§ **Assigned task**: Could you copy, exactly as written, every line from the first line of the records through the one containing "height:9px; margin:-4.5px; padding:0"?
Records supplied section start
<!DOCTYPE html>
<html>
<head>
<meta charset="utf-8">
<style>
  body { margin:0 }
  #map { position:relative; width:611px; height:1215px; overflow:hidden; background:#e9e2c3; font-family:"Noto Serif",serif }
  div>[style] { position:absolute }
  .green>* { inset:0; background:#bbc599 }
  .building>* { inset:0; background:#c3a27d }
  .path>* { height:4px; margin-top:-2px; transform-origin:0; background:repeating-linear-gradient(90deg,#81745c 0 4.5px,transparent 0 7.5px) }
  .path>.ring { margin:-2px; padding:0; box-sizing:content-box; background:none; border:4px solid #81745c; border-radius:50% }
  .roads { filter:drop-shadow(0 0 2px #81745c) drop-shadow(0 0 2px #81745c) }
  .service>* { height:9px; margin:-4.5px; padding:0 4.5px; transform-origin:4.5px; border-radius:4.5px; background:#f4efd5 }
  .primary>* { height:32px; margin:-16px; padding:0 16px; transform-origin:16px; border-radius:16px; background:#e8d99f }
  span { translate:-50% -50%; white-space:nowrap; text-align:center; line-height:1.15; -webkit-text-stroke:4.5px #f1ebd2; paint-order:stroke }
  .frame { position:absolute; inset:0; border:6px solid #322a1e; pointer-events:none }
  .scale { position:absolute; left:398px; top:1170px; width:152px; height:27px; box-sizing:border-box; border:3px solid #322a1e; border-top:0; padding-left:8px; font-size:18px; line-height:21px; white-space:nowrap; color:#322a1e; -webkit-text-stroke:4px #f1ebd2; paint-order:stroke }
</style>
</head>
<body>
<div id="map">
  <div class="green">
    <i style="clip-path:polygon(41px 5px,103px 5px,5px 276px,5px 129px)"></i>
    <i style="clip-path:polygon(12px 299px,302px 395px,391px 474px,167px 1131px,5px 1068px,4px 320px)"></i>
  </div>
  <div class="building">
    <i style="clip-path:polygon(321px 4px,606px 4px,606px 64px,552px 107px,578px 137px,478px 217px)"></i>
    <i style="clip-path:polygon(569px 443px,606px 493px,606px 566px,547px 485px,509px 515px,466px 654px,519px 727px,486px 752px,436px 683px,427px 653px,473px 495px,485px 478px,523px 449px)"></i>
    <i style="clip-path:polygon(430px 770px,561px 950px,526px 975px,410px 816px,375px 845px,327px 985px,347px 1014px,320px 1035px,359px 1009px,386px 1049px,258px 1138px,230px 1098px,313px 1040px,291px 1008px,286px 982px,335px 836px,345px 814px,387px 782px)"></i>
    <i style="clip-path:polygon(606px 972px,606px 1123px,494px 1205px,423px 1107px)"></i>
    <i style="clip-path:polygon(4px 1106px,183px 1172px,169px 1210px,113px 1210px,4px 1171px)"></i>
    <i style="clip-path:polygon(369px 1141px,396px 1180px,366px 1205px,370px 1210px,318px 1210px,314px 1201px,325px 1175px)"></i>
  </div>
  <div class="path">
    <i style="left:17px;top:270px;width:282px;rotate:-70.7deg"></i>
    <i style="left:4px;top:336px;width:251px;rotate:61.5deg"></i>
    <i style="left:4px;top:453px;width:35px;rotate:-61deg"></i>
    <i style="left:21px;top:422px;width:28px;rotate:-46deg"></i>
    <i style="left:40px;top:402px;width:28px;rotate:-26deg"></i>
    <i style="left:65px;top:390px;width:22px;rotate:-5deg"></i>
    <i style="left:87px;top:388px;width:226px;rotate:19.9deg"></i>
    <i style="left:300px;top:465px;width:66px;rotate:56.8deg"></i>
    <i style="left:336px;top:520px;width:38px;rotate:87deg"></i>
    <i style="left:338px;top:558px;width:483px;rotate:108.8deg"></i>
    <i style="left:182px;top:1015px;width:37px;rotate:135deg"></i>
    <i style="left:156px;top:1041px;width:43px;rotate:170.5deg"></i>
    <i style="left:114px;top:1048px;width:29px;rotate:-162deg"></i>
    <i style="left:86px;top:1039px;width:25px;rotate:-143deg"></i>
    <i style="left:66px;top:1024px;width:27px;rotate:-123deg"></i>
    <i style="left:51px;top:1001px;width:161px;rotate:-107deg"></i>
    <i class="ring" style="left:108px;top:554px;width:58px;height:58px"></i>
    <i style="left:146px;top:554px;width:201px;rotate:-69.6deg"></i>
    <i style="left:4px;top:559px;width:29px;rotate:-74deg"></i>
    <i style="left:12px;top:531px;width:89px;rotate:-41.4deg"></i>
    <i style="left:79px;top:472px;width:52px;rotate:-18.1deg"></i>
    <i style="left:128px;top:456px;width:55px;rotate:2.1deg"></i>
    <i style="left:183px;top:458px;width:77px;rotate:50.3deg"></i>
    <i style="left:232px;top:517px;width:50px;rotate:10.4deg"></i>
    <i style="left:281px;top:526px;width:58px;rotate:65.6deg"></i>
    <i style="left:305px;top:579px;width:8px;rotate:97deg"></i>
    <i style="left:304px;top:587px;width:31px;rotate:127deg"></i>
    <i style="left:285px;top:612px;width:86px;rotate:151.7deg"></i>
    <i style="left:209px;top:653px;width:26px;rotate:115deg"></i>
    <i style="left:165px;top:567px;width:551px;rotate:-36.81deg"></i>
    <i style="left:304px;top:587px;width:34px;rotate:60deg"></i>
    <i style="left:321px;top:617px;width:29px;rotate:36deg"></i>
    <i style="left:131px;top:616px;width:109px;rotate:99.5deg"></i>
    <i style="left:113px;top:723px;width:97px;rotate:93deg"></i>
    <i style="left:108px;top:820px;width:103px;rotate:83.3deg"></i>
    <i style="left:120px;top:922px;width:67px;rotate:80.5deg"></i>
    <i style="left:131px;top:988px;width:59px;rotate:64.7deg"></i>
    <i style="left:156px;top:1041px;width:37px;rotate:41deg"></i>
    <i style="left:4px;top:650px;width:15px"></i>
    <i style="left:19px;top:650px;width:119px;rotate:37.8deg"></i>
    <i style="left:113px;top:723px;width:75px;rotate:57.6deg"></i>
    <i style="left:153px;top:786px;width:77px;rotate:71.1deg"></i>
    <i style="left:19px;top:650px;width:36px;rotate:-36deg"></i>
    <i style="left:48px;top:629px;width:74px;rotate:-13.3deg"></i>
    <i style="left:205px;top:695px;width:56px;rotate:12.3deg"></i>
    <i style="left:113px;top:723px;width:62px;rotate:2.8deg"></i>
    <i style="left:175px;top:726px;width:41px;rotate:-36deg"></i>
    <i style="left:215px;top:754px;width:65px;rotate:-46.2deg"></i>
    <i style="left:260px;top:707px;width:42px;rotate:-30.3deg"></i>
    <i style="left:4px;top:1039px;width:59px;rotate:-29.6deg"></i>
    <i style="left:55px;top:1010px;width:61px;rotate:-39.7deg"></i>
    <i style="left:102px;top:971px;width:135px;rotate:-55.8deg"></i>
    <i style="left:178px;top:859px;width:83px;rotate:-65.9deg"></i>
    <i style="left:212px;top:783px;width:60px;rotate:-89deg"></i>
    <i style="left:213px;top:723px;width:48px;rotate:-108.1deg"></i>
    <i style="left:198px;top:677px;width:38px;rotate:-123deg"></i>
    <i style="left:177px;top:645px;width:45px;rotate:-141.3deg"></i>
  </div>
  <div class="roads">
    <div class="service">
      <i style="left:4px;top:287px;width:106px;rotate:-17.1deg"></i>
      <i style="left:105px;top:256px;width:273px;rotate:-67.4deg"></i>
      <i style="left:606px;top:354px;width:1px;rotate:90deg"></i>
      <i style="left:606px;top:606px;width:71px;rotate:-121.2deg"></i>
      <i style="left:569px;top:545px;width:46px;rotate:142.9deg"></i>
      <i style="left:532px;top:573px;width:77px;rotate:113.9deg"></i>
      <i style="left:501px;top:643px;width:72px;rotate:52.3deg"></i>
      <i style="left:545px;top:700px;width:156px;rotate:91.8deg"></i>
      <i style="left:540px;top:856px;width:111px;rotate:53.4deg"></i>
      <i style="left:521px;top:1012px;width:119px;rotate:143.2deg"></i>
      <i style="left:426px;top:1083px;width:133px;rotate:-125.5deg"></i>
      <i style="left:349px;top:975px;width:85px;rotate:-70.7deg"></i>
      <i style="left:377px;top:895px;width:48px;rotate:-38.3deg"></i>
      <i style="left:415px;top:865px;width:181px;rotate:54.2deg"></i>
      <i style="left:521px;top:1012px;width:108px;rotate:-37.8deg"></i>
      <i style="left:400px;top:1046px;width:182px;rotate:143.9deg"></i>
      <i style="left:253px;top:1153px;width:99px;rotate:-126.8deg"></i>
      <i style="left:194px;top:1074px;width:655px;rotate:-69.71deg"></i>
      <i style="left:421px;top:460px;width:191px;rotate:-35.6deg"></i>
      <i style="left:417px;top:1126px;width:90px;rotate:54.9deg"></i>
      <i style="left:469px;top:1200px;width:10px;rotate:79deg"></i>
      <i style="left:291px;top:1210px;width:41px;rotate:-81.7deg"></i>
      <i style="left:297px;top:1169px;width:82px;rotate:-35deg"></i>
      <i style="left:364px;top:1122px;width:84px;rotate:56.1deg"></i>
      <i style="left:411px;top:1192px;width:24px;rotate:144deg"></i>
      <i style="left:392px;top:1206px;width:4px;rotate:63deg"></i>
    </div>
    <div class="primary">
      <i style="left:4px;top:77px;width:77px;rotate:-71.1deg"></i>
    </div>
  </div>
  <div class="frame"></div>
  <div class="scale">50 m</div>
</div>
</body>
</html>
Records supplied section end
§ **Expected answer**:
<!DOCTYPE html>
<html>
<head>
<meta charset="utf-8">
<style>
  body { margin:0 }
  #map { position:relative; width:611px; height:1215px; overflow:hidden; background:#e9e2c3; font-family:"Noto Serif",serif }
  div>[style] { position:absolute }
  .green>* { inset:0; background:#bbc599 }
  .building>* { inset:0; background:#c3a27d }
  .path>* { height:4px; margin-top:-2px; transform-origin:0; background:repeating-linear-gradient(90deg,#81745c 0 4.5px,transparent 0 7.5px) }
  .path>.ring { margin:-2px; padding:0; box-sizing:content-box; background:none; border:4px solid #81745c; border-radius:50% }
  .roads { filter:drop-shadow(0 0 2px #81745c) drop-shadow(0 0 2px #81745c) }
  .service>* { height:9px; margin:-4.5px; padding:0 4.5px; transform-origin:4.5px; border-radius:4.5px; background:#f4efd5 }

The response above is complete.